I finally finished my first tea cosy. I've been on a bit of a tea cosy fantasy rampage recently, not so much with the actual constructing of them but lots of thinking, reading, researching and daydreaming about them. Tea cosies- who DOESN'T need more in their life?

I made this one across two Monday meetings of the Tu-Tu Stitch'n'Bitch group (which is awesome, and if you're in the vicinity of Enmore on Mondays you should stop by). Finding a sad (tragic!) dearth of crocheted tea cosy patterns in my research, I decided to make this one by modifying a hat pattern on-the-fly.
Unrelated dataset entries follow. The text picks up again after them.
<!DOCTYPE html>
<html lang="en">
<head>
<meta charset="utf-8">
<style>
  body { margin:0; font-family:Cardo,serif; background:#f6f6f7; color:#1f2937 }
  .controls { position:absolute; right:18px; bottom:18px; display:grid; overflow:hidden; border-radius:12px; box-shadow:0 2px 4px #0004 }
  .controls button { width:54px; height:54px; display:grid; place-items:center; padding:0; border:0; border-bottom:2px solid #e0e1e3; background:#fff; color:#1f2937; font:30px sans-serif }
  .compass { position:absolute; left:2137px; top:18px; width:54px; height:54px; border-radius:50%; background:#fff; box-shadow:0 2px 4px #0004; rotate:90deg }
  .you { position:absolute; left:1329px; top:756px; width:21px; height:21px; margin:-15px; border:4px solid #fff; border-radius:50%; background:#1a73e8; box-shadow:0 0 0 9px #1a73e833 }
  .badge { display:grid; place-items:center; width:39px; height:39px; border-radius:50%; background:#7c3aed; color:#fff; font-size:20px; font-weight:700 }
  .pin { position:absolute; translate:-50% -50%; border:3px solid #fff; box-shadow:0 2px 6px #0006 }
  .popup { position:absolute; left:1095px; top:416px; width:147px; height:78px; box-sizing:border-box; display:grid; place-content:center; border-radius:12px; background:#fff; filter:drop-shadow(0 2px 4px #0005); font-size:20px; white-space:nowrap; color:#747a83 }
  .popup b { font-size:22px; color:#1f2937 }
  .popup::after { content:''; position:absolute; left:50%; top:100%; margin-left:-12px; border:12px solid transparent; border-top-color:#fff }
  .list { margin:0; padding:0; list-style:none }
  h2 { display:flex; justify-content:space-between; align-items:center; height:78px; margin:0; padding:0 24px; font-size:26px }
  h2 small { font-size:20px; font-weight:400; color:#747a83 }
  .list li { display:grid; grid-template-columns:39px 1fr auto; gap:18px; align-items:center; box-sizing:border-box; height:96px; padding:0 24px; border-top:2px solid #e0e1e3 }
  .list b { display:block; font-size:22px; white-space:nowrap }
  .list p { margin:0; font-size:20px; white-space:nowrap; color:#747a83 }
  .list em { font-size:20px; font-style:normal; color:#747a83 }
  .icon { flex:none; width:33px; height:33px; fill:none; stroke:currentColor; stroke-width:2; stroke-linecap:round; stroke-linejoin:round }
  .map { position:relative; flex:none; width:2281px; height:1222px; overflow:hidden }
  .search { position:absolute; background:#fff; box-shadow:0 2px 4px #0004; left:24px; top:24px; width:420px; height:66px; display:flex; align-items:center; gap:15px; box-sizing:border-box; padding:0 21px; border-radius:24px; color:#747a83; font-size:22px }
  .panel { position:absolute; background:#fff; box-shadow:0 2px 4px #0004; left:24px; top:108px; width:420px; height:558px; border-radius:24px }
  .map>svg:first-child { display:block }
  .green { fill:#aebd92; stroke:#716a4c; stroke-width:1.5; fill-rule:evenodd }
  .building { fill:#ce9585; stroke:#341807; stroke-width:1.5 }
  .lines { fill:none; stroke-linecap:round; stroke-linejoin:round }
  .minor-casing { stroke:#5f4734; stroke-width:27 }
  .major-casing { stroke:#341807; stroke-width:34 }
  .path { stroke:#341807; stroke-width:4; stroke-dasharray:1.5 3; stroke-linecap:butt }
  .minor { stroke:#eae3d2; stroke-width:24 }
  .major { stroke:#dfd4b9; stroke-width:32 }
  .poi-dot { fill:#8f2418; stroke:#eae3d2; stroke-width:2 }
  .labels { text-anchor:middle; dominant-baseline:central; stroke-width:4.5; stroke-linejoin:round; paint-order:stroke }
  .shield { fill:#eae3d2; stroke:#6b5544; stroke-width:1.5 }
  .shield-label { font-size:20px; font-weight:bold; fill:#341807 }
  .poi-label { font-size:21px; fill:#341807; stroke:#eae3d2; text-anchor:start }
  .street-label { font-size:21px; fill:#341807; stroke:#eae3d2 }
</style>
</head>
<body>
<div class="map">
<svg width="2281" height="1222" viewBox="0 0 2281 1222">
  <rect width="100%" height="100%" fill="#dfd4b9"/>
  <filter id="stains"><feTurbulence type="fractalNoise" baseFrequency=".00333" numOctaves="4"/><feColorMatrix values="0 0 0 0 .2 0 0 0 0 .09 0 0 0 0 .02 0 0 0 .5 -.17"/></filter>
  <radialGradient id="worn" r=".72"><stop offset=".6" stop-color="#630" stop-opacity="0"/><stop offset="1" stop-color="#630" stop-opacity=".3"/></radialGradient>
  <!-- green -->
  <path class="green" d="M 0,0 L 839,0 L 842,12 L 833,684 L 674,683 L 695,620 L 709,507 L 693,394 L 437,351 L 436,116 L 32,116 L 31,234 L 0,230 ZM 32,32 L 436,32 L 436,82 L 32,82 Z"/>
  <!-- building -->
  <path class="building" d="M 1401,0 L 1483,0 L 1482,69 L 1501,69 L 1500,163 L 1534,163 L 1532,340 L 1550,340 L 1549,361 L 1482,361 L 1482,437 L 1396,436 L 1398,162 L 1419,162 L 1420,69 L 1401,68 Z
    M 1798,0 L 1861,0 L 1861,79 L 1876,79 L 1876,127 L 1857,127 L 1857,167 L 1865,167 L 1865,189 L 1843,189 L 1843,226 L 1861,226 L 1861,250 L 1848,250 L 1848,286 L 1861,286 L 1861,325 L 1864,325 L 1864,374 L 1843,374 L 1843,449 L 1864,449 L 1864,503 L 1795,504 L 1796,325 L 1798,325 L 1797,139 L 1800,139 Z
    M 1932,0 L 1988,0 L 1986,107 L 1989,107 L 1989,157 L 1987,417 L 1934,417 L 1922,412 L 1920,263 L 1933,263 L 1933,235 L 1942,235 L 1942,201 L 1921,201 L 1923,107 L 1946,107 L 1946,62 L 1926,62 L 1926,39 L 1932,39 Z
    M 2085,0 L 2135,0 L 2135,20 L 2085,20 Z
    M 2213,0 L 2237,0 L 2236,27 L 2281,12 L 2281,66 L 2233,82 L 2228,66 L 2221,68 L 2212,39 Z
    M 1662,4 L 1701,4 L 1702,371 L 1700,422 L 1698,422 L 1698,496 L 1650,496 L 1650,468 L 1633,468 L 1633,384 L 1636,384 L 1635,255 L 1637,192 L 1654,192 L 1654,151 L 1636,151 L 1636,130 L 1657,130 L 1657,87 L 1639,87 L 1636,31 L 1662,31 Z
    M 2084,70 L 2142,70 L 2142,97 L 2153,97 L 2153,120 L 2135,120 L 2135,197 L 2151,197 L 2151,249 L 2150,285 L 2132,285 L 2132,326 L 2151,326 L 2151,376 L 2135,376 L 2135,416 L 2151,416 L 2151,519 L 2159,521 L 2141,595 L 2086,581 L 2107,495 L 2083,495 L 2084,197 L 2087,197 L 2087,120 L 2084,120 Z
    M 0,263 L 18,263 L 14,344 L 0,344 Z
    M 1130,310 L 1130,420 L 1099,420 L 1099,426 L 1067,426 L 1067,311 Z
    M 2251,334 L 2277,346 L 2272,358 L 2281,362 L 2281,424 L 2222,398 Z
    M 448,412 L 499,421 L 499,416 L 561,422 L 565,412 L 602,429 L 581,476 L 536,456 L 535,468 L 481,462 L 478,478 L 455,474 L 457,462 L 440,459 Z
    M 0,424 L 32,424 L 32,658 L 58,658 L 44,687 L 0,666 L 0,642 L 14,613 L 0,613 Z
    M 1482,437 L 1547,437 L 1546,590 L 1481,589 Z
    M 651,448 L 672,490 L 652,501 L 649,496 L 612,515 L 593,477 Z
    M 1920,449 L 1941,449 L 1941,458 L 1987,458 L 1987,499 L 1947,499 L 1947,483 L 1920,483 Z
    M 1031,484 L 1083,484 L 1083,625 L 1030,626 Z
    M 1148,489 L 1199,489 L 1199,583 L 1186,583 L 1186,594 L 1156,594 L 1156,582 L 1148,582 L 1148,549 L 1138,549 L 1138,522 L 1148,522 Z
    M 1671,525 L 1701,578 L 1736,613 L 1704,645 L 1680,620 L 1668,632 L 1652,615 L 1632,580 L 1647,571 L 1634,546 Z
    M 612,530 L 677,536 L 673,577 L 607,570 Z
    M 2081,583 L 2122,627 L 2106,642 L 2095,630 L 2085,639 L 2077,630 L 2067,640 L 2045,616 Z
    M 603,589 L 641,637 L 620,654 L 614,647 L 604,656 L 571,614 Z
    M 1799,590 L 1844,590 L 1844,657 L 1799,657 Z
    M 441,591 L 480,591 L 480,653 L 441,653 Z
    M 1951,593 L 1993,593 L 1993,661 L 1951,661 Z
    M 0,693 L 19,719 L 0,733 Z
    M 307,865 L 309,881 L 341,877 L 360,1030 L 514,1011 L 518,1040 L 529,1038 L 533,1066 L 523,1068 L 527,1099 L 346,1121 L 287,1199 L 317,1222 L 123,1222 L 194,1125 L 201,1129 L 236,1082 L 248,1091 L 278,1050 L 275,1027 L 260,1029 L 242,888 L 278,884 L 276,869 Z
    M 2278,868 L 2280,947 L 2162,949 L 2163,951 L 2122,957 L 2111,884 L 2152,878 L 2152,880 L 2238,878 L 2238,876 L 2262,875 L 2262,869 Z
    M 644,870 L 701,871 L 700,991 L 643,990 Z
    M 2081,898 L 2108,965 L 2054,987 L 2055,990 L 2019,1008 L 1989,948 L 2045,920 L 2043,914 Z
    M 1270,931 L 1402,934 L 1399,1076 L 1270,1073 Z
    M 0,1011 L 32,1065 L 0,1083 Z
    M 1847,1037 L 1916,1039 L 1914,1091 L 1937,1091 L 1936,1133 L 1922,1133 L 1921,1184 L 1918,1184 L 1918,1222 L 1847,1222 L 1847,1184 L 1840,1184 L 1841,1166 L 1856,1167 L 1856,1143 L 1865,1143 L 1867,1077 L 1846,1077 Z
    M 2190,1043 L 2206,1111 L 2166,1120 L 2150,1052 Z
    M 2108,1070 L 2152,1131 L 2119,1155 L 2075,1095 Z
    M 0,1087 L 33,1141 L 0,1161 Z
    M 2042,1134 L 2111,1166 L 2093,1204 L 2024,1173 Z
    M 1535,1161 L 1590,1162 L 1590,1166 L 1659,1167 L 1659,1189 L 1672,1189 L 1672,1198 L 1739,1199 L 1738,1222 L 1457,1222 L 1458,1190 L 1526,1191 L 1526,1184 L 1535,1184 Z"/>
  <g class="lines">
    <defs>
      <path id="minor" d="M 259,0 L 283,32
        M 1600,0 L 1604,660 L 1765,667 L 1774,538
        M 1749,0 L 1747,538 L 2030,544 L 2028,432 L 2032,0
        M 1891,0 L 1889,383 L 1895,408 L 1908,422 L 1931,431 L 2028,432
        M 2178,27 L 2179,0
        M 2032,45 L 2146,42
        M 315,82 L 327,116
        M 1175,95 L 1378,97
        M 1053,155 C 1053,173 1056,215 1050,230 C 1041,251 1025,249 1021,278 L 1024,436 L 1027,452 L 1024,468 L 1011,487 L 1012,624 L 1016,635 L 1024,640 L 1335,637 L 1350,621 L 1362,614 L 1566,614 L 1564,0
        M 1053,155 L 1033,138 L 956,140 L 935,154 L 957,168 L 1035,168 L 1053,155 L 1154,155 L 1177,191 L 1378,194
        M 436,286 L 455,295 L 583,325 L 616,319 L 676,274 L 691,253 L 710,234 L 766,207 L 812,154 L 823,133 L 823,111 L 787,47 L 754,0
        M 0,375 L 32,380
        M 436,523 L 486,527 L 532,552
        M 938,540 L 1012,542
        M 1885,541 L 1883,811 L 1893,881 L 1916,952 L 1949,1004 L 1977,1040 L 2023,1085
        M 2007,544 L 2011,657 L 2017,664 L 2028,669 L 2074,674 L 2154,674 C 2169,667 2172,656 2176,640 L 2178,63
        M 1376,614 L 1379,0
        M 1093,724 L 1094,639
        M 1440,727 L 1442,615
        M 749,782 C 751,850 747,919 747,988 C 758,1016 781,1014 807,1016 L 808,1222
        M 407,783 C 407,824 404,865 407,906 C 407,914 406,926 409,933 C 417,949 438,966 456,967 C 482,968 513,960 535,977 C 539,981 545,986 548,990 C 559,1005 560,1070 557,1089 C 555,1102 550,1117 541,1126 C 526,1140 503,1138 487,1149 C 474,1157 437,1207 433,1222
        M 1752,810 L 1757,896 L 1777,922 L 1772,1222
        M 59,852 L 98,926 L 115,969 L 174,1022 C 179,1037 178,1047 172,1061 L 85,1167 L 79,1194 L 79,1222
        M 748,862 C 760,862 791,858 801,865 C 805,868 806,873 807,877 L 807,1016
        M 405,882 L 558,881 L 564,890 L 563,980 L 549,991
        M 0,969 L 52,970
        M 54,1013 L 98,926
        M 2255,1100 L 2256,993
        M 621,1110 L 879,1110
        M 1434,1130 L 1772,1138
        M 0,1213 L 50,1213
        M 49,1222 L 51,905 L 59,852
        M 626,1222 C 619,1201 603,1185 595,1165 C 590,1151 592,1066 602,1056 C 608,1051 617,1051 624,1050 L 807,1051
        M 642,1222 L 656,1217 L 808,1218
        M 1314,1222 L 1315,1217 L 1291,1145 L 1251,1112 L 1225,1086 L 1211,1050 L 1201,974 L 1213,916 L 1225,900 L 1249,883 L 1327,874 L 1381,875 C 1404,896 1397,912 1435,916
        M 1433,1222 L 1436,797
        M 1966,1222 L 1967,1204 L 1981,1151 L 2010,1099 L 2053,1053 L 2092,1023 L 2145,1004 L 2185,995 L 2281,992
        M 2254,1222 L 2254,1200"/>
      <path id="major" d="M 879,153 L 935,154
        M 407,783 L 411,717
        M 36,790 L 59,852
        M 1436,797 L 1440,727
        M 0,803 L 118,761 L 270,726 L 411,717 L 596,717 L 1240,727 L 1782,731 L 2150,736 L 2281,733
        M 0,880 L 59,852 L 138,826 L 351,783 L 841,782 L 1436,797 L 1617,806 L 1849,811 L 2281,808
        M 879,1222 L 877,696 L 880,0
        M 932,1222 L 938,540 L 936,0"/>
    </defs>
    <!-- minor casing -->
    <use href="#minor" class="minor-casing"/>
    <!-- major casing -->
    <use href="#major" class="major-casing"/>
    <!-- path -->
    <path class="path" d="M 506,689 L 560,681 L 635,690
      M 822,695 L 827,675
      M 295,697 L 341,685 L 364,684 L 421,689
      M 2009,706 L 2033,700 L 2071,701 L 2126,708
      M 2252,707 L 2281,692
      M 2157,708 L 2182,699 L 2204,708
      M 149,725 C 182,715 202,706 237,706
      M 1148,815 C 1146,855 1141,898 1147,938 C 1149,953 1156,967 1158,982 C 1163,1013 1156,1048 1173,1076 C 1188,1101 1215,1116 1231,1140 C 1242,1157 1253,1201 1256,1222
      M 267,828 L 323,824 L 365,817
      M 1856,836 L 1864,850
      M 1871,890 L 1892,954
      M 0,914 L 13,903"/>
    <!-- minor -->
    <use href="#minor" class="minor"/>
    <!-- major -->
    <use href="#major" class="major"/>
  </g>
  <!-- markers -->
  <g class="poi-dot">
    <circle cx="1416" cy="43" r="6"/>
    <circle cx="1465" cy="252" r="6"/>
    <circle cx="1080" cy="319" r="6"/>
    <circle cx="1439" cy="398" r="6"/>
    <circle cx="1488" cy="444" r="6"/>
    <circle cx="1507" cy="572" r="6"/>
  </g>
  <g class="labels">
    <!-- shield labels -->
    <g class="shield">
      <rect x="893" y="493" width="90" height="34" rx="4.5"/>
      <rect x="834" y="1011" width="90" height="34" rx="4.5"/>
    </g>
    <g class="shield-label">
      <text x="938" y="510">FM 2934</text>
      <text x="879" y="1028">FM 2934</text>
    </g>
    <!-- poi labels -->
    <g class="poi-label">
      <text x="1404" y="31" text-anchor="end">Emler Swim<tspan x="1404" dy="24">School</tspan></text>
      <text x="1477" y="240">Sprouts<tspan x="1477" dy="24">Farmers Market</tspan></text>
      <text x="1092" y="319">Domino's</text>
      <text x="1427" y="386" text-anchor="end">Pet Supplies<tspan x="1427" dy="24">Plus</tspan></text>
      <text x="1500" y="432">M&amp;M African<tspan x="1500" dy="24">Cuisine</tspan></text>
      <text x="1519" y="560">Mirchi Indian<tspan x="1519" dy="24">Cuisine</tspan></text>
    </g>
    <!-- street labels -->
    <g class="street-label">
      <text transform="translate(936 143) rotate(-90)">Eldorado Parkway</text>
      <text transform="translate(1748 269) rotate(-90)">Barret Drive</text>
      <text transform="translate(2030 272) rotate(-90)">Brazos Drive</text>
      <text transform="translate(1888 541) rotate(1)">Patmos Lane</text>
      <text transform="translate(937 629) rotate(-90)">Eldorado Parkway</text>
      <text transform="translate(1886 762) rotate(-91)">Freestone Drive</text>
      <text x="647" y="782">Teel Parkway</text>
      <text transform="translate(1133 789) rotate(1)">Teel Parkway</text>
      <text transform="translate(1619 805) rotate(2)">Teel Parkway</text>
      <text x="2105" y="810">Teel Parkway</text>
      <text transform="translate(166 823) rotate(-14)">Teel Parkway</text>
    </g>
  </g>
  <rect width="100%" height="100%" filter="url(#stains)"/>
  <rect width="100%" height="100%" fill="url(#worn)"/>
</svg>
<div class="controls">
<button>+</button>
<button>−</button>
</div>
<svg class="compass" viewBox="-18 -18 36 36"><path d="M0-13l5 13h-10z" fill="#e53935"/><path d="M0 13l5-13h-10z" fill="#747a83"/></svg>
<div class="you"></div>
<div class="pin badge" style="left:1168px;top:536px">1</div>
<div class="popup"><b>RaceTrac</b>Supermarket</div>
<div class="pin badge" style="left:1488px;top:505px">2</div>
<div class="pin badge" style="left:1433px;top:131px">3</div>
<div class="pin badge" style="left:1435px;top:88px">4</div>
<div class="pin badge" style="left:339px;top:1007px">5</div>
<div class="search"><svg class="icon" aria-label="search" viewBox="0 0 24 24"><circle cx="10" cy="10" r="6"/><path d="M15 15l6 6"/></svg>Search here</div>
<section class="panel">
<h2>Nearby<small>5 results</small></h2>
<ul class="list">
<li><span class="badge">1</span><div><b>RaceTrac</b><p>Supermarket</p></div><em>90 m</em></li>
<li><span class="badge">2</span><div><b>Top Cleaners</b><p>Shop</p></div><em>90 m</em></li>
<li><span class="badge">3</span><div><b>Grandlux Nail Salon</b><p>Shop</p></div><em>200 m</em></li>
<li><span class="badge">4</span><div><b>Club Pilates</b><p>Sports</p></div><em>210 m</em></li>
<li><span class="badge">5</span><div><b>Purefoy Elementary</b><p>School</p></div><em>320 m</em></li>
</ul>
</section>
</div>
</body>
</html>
The hat pattern is this fantastic hat by Rheatheylia (which I highly recommend for the crocheted-hat beginner, it's incredibly easy to follow and makes a very fine hat indeed- nicely shaped & textured).

I modified it to create slits by, after the 5th row, only crocheting down one side for the next 6 rows (literally ending the row, chaining up, turning the cosy, and going back- reversing the pattern by doing backpost-double stitches instead of frontpost-double on every 2nd row). Tied off after the end of 6 rows, joined the yarn back in at the top of one of the slits, and worked across the other side for 6 rows to create 2 equal-length 'flaps', then worked another two rows all the way around to join the two slits and finish the cosy. Then I single-stitched rows of that feathery/lashes pink stuff along the ribbing/ridged effect in the original pattern. I think it looks a little bit like a sea urchin, what d'you reckon?

I've donated the tea cosy to the Tu-Tu space so we can use it to keep our tea warm on Monday nights, but I think now that I've made one there are many more tea cosies that need to be made for my home, friends, and the office.

Monday, April 27, 2009

The Only Constant

It's only been a little over a year since I moved in- last February, in fact- and now off I go again. This has been, for real, an era, for me and for this household, and it's not easy thing to leave behind. I ache already in anticipation of missing the cats, my garden, the constant happy hum of chaos, the friends that have become cups-of-tea-together-every-morning family.

The last time I lived in a house like this- a sharehouse that became a family, an institution, practically a brand name- was before I left for America four years ago. It seems not coincidental that the vibrancy and possibilities of these big shared spaces are a powerful part of my movement onwards and away. It is possible for me to go to Europe now for having lived in this house, learnt these lessons, met and loved these people. And four years ago it was possible to go to San Francisco, to seek my leather queer homeland, because of what and who I became as part of that household.

My enormous, cluttered bedroom has been packed down into a few small boxes, all my furniture, all my crafting gear, most of my clothes distributed out into the world (mine no longer). A few boxes of photos and precious documents to be stored at my parent's house, but overall, well: I own vastly less stuff today than I did a week ago, and it feels fucking amazing.

Breaking these attachments is hard. Comfortable and safe are difficult things to give up.